Monday, August 2, 2010

Oilbirds from the Highway

Today we drove from Tarapoto to Moyobamba, the capital of San Martín province, Peru. Don't worry, I had never heard of these towns before studying up for this tour either. But they are busy little cities with very nice hotels and not far from great birding spots. Looking at a map, you might think we are in the middle of nowhere, but with everything connected by paved highways, it's quite civilized.

Which makes it most amazing that along this paved highway we made a short stop at a small bridge, looked down, and saw Oilbirds. One of the world's weirdest birds, the nocturnal Oilbird's ecological function is more like that of fruit bat than any bird. They are nocturnal, colonial, live in caves, and navigate by sonar. And most known locations involve something of a hike or some pre-dawn departure to a remote cave. This spot is nothing short of amazing. When you arrive it doesn't even look like the bridge is going over anything larger than a little draw.
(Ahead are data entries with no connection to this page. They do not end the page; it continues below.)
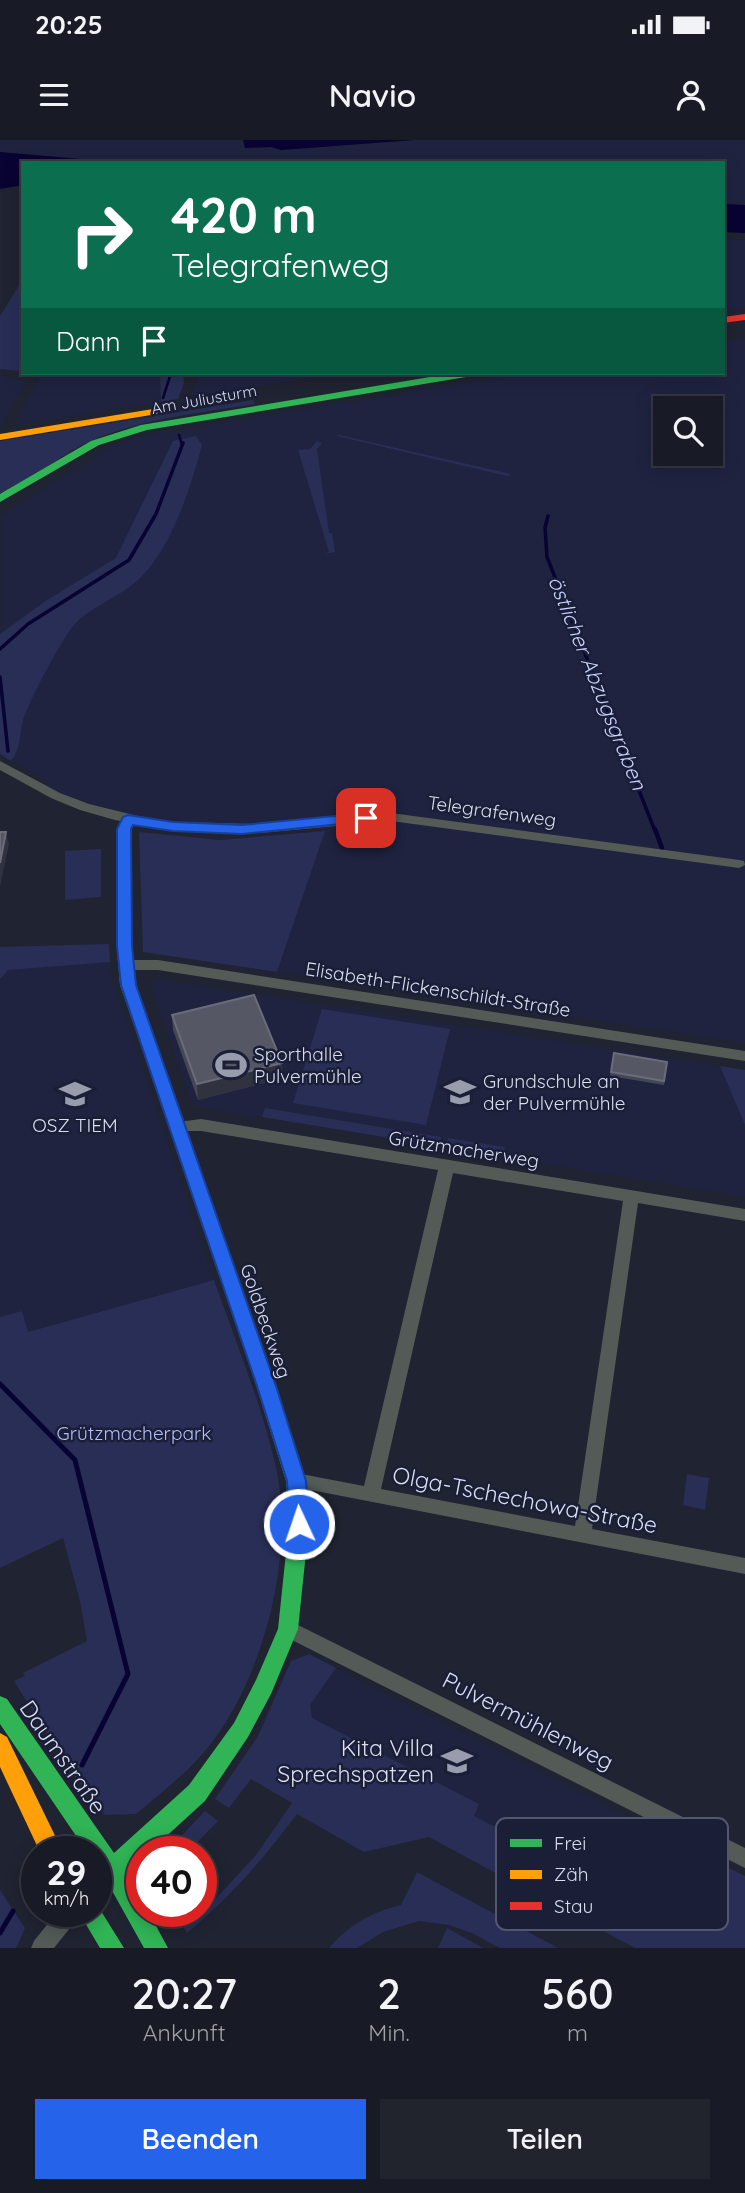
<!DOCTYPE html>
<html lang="de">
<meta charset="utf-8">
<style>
:root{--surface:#181a25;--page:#21232d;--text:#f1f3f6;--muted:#9fa1a7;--line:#363842;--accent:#2563eb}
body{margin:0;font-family:Quicksand,sans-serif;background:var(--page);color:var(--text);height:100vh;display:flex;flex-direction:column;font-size:26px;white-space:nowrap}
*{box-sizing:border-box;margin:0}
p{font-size:23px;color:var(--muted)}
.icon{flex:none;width:38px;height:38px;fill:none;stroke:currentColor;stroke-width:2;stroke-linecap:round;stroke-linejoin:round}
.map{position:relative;height:1808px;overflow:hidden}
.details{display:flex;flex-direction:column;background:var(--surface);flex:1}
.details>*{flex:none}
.hud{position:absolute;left:21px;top:21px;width:704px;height:214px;border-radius:0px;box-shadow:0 4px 18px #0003,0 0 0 2px var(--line);background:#0b6e4f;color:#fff;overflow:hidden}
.tools{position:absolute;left:653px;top:256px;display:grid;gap:14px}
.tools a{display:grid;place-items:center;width:70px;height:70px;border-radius:0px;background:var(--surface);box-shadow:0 4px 18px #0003,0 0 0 2px var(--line);font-size:35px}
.speed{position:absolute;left:21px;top:1696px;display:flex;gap:14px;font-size:35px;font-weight:700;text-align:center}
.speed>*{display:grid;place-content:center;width:91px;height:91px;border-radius:50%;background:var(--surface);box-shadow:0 4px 18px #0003,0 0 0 2px var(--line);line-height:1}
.speed small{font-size:18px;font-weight:400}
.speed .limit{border:10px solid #d22;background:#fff;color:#111}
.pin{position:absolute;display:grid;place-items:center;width:60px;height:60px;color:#fff;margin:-30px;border-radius:14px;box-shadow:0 4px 10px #0006}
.me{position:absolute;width:77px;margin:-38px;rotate:357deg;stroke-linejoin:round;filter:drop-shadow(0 0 5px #0008)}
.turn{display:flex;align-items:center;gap:24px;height:147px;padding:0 35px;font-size:32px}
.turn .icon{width:91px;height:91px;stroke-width:2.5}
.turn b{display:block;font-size:49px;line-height:60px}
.then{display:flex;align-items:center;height:66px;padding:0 35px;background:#0003;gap:14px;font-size:26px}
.eta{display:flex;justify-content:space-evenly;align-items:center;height:119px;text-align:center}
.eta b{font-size:42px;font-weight:600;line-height:49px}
.button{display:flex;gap:14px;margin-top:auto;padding:14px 35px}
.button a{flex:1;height:80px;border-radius:0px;background:var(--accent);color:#fff;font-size:28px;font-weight:600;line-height:80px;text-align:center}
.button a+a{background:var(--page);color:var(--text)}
.status{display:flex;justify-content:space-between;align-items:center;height:49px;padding:0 35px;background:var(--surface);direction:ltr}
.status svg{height:19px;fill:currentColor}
header{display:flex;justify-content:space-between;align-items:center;height:91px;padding:0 35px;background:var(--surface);font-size:32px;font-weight:600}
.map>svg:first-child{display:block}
</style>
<div class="status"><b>20:25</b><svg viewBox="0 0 49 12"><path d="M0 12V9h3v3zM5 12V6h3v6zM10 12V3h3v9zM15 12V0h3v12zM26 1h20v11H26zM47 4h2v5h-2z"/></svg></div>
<header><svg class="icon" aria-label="menu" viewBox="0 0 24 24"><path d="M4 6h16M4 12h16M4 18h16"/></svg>Navio<svg class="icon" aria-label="person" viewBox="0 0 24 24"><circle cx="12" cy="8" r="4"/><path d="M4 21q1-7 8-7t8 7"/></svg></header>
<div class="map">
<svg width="745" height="1808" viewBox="0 0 745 1808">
<rect width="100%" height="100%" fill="#202331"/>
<g fill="#1f2340" fill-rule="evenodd">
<polygon points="0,0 243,0 245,8 271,7 281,10 415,0 745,0 745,65 723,64 723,23 126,23 0,12"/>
<polygon points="723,99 745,100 745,168 723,172"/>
<path d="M745,197V903L277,832L325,691L340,673L250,683H205L155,679L116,671L69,656L48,646V642L0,614L1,376L112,307L135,297L527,233H723V201ZM665,268H710V313H665Z"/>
<polygon points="51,233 160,233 161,262 15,285 39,236 49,237"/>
<polygon points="200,233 341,233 191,257"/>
<polygon points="0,235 18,238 24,242 0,288"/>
<polygon points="110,822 110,833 214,1140 27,1192 22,1171 0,1177 0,839 8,830"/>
<polygon points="158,839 720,926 745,985 745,1057 193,966 150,844"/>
<polygon points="336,1528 654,1690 632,1746 629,1745 625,1754 474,1676 479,1664 312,1578 310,1565"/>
</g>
<g fill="#292e57">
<polygon points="23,139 23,229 20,231 0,229 0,176"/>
<polygon points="160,233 183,233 184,243 178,259 161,262"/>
<path d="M253,260L255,264C199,273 140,279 88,302C63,313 21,348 0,353V301Z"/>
<polygon points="339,295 511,334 507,336 337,296"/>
<path d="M196,296L202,305C190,349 172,408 138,440C120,457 88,468 73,486C62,499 27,564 23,581C19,596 21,608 11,621L0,614V494L47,460L116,418L173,301Z"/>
<polygon points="317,301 322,303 317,309 329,393 332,393 335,412 324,414 329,412 298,310 310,309"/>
<polygon points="325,691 277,832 143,812 139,692 220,700"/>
<polygon points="101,709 101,757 65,760 65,711"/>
<polygon points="109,804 110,822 8,830 0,839 0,807"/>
<polygon points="322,869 450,889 426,985 293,963"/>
<polygon points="720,926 745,930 745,985"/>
<polygon points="265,968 441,997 439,1006 262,977"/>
<polygon points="448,998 505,1007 503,1016 446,1007"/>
<path d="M214,1140C236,1203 263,1267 277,1332C295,1422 260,1554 196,1621C178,1640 156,1657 136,1674L105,1675L71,1632L14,1541L25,1536L23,1533L87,1501L80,1461L63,1398L0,1428V1177L22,1171L28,1192Z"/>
<polygon points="687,1334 709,1338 705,1370 683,1365"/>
<path d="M309,1514L336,1528L310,1565L312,1578L479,1664L474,1676L625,1754L629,1745L671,1766L677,1751L675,1744L689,1708L745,1736V1808H635L429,1697L364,1712L297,1674C262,1720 232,1756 187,1793L173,1771H201V1759L208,1767L256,1715L292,1663L251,1639L229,1668L215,1659L258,1596L291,1521Z"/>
<polygon points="205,1671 218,1681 189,1711 167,1711"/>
<path d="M417,1732L558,1808H500L472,1793L449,1785L419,1781L383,1792L357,1808H329C349,1785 371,1772 401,1765Z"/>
<polygon points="0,1750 25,1788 16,1808 0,1808"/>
<polygon points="447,1788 483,1808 438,1808"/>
</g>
<g fill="#080332">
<polygon points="243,0 415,0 281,10 271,7 245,8"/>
<polygon points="0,12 126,23 23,23 23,45 0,49"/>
<polygon points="723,64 745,65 745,93 723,92"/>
</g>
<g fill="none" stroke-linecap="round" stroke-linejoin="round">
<g stroke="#080332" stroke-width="2.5">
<polyline points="163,258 171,233"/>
<polyline points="179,295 182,305"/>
</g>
<g stroke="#080332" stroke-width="3.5">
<polyline points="548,376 545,388 547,417 655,691"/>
<polyline points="0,509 28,484 129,420 156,374 183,303"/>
<polyline points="0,537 8,611"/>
</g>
<polyline stroke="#080332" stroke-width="4.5" points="655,689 662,708"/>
<g stroke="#080332" stroke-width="5">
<polyline points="0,1244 75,1320 128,1534 82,1625"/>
<polyline points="0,1793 13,1771"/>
</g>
<g fill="#545b57" fill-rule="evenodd">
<polygon points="0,621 60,653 89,664 146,678 177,682 260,684 391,673 739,720 744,721 745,725 739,728 391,681 260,693 177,691 115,680 80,670 51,658 0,630"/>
<polygon points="125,820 158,820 745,911 745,921 158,830 125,830 118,825"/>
<path d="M201,979L745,1069V1081L638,1063L592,1389L745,1418V1434L290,1346L287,1341L290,1336L296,1333L364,1346L438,1030L201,991H171L169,987L171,983ZM453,1033L623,1061L575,1386L381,1349Z"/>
<polygon points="288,1480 745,1708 745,1728 282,1495 279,1489 282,1483"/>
<polygon points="58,1771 81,1771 78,1778 54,1808 31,1808 34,1801"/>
</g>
<g fill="#30b455" fill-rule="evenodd">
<polygon points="454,233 477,233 472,236 147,290 99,305 0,362 0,354 91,301 141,285"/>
<polygon points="128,675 135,680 131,689 131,806 136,845 175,956 173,960 161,960 159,956 120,845 117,806 117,689 123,677"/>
<polygon points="254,1201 260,1204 263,1209 306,1341 309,1384 298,1489 271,1554 248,1597 205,1661 149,1712 142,1712 142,1718 126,1732 142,1759 142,1771 148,1771 168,1808 144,1808 110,1747 96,1756 96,1712 87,1712 0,1584 0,1556 7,1559 114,1713 189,1645 234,1583 256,1540 278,1489 289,1384 286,1341 245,1209 248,1204"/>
<polygon points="96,1763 124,1808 100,1808 78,1771 96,1771"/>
</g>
<g fill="#ff9f0a" fill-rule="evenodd">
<polygon points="153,269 158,272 157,274 0,300 0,294"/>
<polygon points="167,950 173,952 175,956 263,1209 260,1214 254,1217 248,1214 245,1209 159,956 161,952"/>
<polygon points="0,1593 7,1597 63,1712 40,1712 0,1627"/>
</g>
<polygon fill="#e5322d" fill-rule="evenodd" points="745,174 745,180 723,183 723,177"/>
</g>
<g fill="#454755">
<polygon points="172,875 283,938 198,960 173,890"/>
<polygon points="614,913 667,922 664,945 610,936"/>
</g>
<g fill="#30323f">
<polygon points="6,692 9,704 0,747 0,723"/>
<polygon points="282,923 283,938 198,960 197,944"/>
</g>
<g fill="#555765" stroke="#6a6c7a" stroke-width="2">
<polygon points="0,692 6,692 0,723"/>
<polygon points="254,855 282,923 197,944 172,875"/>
<polygon points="614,913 667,922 664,941 611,932"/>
</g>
<polygon fill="#2563eb" stroke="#184099" stroke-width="2" points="366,673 371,674 371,681 242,694 173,691 133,685 131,689 132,806 136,845 276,1246 306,1341 309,1384 306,1391 299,1393 292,1391 289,1384 287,1341 257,1246 121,845 117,806 117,689 123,677 128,675 173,682 242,685"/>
<defs>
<symbol id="stadium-bare" viewBox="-9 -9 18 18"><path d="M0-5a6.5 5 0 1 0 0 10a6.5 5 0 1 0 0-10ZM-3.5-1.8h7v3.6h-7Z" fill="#989cac" stroke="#1a1e37" stroke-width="2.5" paint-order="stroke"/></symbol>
<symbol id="school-bare" viewBox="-9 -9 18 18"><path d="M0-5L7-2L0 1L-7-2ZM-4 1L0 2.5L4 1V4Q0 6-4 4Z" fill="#989cac" stroke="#1a1e37" stroke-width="2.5" paint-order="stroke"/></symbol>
</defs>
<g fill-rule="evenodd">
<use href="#stadium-bare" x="209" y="903" width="44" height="44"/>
<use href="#school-bare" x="438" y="930" width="44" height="44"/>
<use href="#school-bare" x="53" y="932" width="44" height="44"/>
<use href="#school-bare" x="435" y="1599" width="44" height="44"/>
</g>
<g text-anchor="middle" stroke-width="5" stroke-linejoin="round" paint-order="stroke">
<g font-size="16" fill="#d9ddee" stroke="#1a1e37">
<text transform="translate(204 259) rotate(-10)" y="6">Am Juliusturm</text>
</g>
<g font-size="19" fill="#d9ddee" stroke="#1a1e37">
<text transform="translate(492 671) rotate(8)" y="7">Telegrafenweg</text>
<text transform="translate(438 849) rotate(9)" y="7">Elisabeth-Flickenschildt-Straße</text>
<text transform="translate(464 1009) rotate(9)" y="7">Grützmacherweg</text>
<text transform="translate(266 1181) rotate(71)" y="7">Goldbeckweg</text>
</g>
<g font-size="19" fill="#d9ddee" stroke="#1a1e37" text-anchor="start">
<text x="254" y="921">Sporthalle<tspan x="254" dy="22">Pulvermühle</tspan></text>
<text x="483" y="948">Grundschule an<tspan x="483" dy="22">der Pulvermühle</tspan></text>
<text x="75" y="992" text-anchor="middle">OSZ TIEM</text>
</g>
<g font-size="19" fill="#b1bdfd" stroke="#1a1e37">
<text x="134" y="1300">Grützmacherpark</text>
</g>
<g font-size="21" font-style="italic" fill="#c9d3fe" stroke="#1a1e37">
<text transform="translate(597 543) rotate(68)" y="7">östlicher Abzugsgraben</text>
</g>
<g font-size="23" fill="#d9ddee" stroke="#1a1e37">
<text transform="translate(525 1360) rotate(11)" y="8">Olga-Tschechowa-Straße</text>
<text transform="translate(528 1581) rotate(27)" y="8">Pulvermühlenweg</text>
<text transform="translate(63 1617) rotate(55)" y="8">Daumstraße</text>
</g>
<g font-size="23" fill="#d9ddee" stroke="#1a1e37" text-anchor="end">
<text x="434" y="1616">Kita Villa<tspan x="434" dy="26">Sprechspatzen</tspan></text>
</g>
</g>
<rect x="496" y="1678" width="232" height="112" rx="10" fill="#1a1e37" stroke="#53576e" stroke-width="2"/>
<rect x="510" y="1699" width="32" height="8" fill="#30b455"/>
<rect x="510" y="1730" width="32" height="9" fill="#ff9f0a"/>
<rect x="510" y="1762" width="32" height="8" fill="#e5322d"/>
<g font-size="19" fill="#d9ddee">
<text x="554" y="1710">Frei</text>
<text x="554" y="1741">Zäh</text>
<text x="554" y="1773">Stau</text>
</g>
</svg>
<div class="tools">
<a><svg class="icon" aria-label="search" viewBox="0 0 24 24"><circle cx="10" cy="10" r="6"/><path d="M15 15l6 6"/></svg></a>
</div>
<div class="speed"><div>29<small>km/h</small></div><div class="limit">40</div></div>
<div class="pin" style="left:366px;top:678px;background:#d93025"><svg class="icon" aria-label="arrive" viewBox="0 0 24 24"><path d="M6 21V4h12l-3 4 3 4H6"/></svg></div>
<svg class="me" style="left:299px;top:1384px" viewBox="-20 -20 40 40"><circle r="17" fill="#2563eb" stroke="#fff" stroke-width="3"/><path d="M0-11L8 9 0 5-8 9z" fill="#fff"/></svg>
<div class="hud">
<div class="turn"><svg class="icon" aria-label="right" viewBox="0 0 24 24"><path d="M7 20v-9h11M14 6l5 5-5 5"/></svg><div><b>420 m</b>Telegrafenweg</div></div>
<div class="then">Dann<svg class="icon" aria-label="arrive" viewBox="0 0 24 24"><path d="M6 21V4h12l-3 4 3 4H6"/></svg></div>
</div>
</div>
<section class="details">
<div class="eta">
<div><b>20:27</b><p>Ankunft</p></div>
<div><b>2</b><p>Min.</p></div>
<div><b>560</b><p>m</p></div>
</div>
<div class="button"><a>Beenden</a><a>Teilen</a></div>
</section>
But look down, and there's a slot canyon to take your breath away. Not good if you're susceptible to vertigo.
Look a little more closely, and there are the Oilbirds in the dark shadows. Three were sitting out in the open, and another 12 or so had bits and parts sticking out from the ledges.

Near Tarapoto, we birded the Cordillera Escalera. Rain and fog drove us out this morning, but the light made the Tibouchina trees glow.

By the afternoon, the weather was gorgeous at the butte west of Moyobamba called Morro Calzada. This robber fly let me get a close shot while it was munching on a tiny gnat.

Interesting birds here included Spot-winged Antbird, Tawny-throated Leaftosser, Striped Manakin, and Lesser Elaenia.